··· Dataset ···
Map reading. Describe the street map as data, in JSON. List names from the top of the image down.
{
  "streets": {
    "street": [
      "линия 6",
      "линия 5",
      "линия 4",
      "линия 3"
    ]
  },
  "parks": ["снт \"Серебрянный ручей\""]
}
···
··· Dataset ···
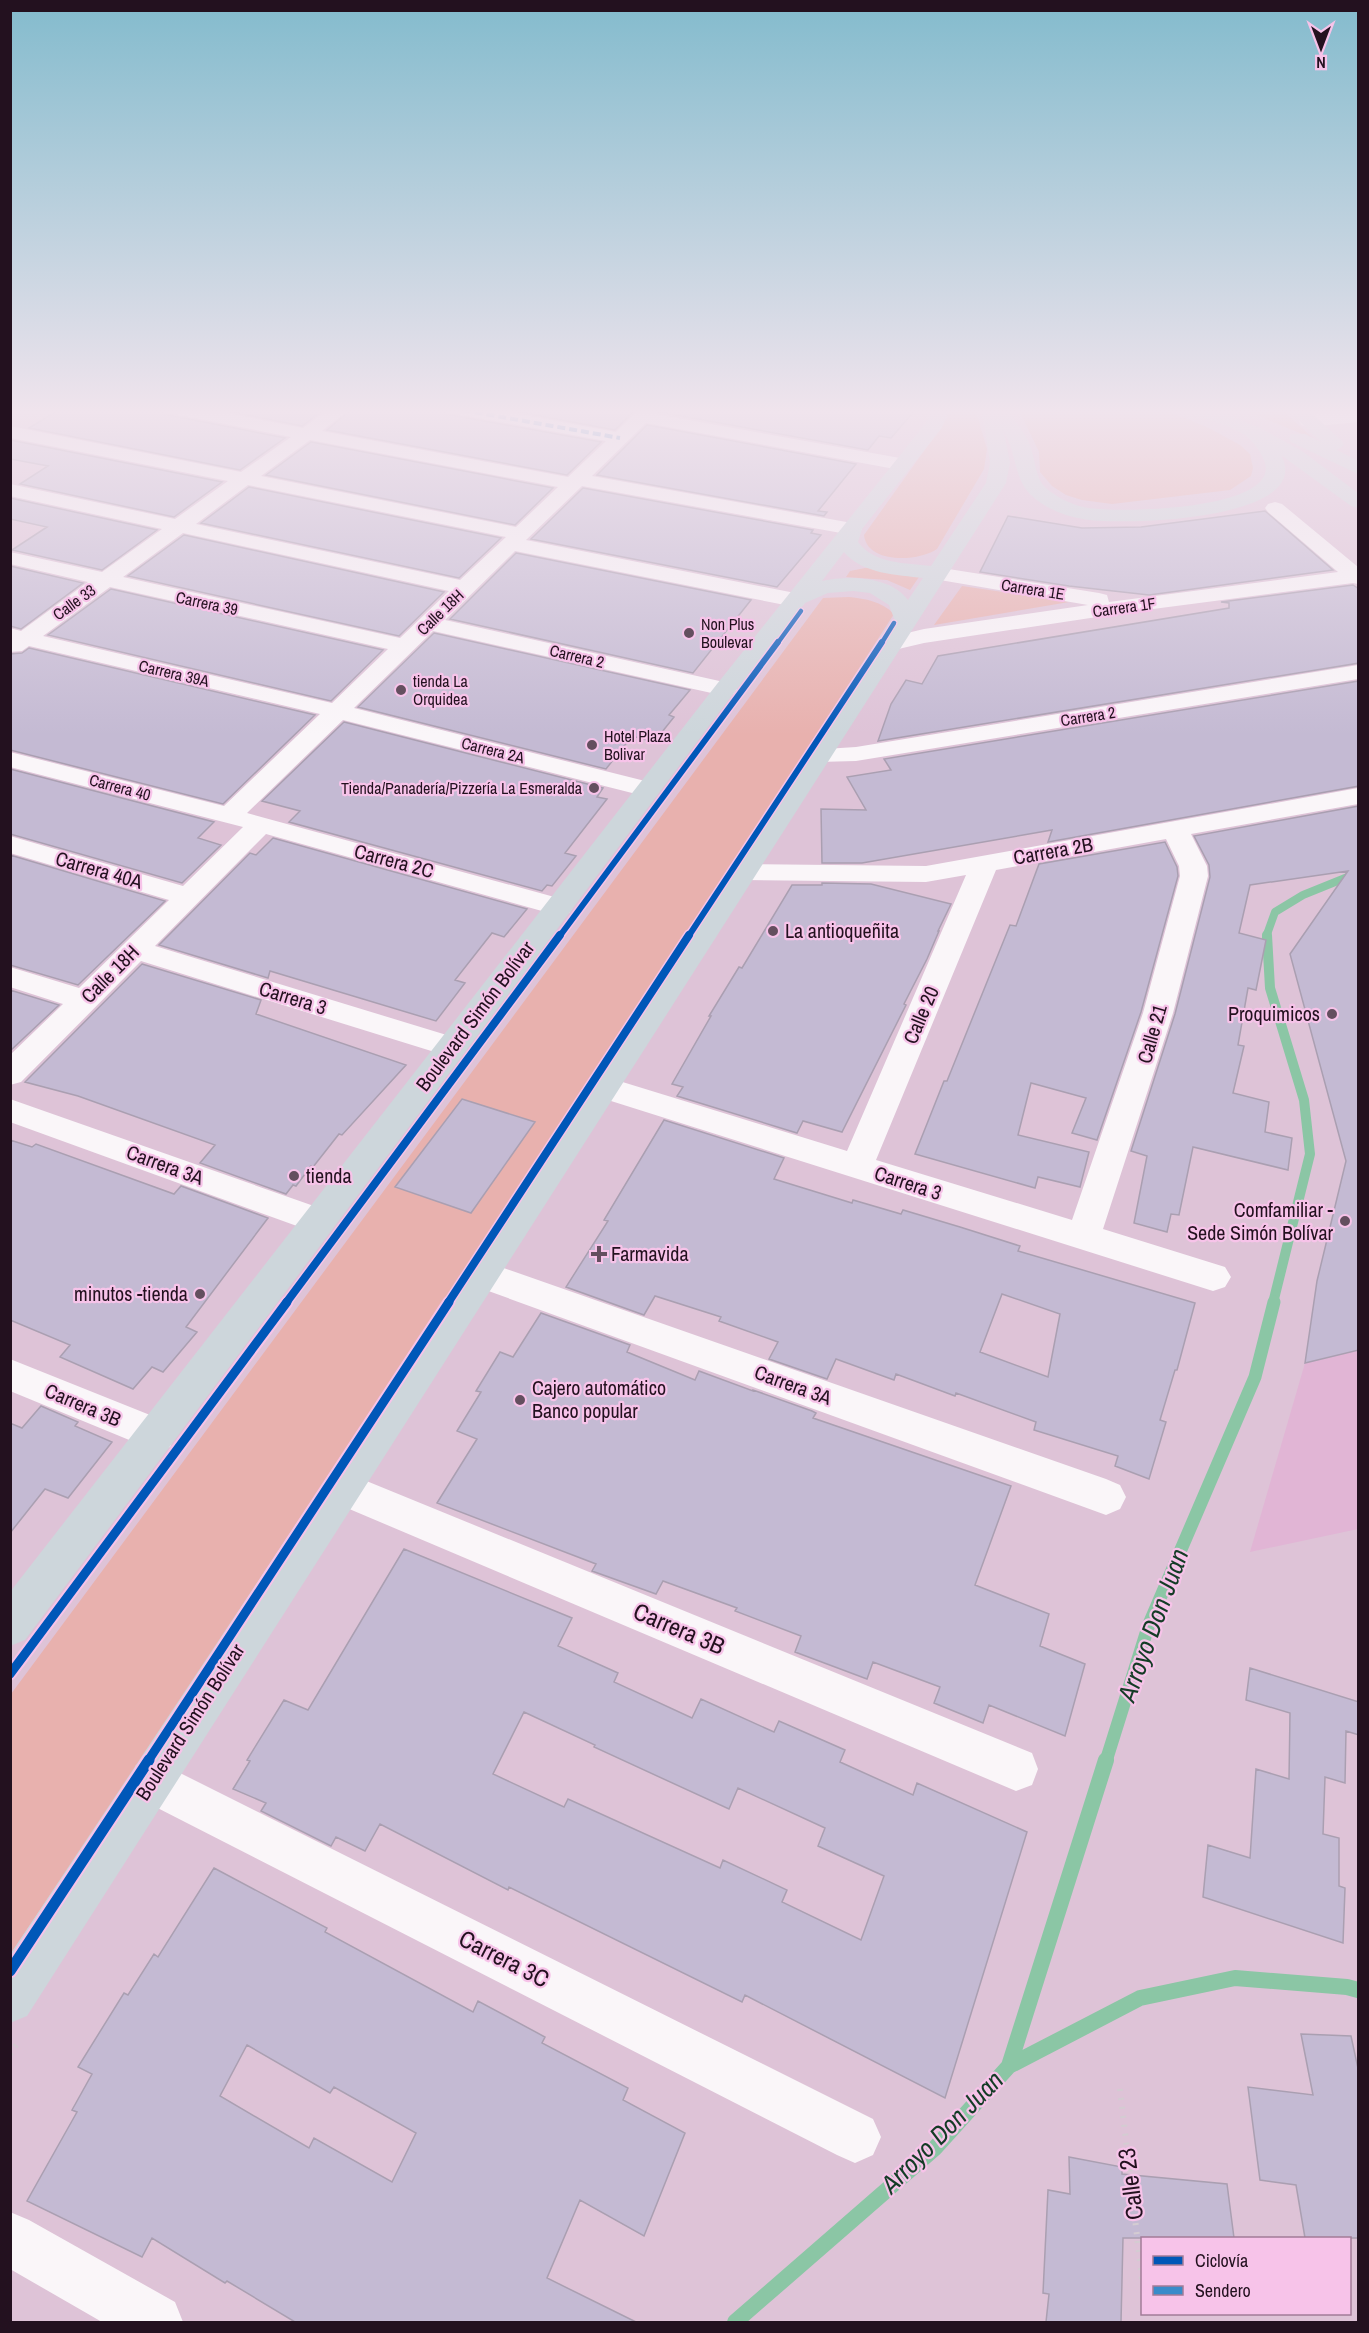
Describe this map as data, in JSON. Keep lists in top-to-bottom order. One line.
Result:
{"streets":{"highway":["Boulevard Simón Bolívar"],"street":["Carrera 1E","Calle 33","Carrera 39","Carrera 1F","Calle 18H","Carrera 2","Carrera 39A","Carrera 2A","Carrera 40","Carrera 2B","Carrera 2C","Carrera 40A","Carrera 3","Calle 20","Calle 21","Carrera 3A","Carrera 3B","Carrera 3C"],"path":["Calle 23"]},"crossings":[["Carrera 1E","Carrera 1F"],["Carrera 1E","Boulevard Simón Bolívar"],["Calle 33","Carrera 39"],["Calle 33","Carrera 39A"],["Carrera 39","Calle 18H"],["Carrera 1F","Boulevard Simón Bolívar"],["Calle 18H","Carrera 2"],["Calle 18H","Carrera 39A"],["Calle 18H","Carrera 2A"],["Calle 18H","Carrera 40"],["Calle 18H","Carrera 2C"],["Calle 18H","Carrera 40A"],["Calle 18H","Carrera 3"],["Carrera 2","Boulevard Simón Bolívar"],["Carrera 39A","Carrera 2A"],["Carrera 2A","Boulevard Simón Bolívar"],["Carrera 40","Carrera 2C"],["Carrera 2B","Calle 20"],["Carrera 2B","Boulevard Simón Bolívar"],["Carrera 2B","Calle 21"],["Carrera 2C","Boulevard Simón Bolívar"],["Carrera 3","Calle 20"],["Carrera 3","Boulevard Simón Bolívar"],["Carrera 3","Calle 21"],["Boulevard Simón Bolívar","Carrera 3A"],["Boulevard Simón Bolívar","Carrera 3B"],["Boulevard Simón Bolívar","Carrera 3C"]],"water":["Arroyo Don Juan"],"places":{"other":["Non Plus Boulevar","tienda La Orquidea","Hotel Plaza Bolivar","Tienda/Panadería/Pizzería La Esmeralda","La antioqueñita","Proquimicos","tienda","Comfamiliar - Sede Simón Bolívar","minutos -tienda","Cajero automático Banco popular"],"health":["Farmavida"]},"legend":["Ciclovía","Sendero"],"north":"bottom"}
···
··· Dataset ···
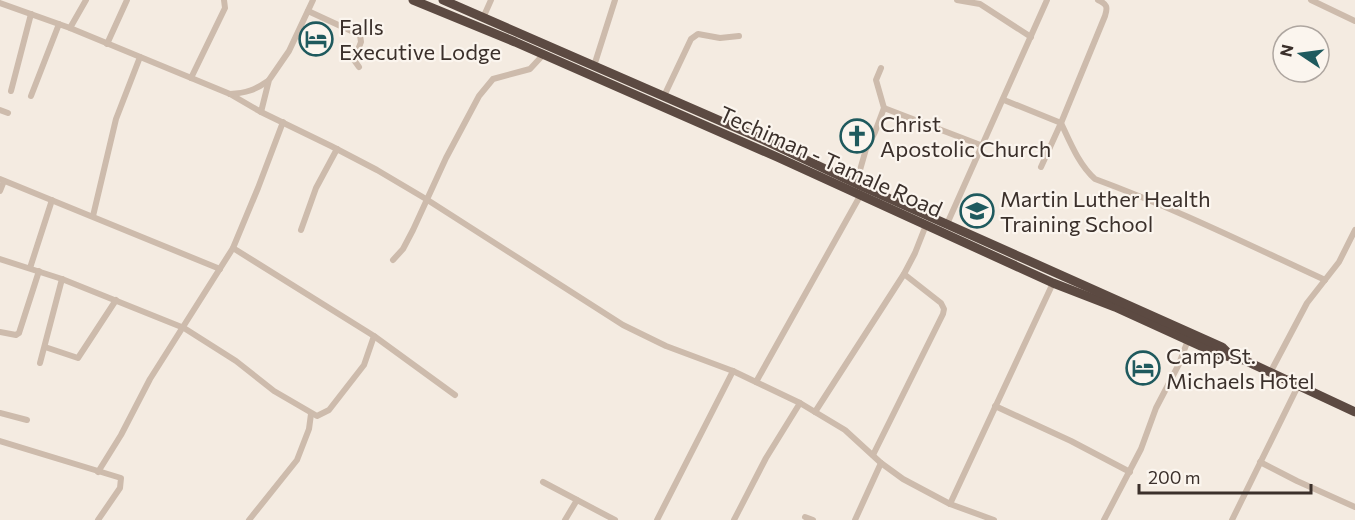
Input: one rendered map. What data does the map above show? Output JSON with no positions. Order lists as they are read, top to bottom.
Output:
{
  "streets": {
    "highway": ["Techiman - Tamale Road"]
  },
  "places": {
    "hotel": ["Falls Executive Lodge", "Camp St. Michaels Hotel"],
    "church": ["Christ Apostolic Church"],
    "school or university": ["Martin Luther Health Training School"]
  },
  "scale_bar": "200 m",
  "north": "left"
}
···
Scan the data above and copy every line with "lists" in it.

Output of the task:
Describe this map as data, in JSON. Keep lists in top-to-bottom order. One line.
Input: one rendered map. What data does the map above show? Output JSON with no positions. Order lists as they are read, top to bottom.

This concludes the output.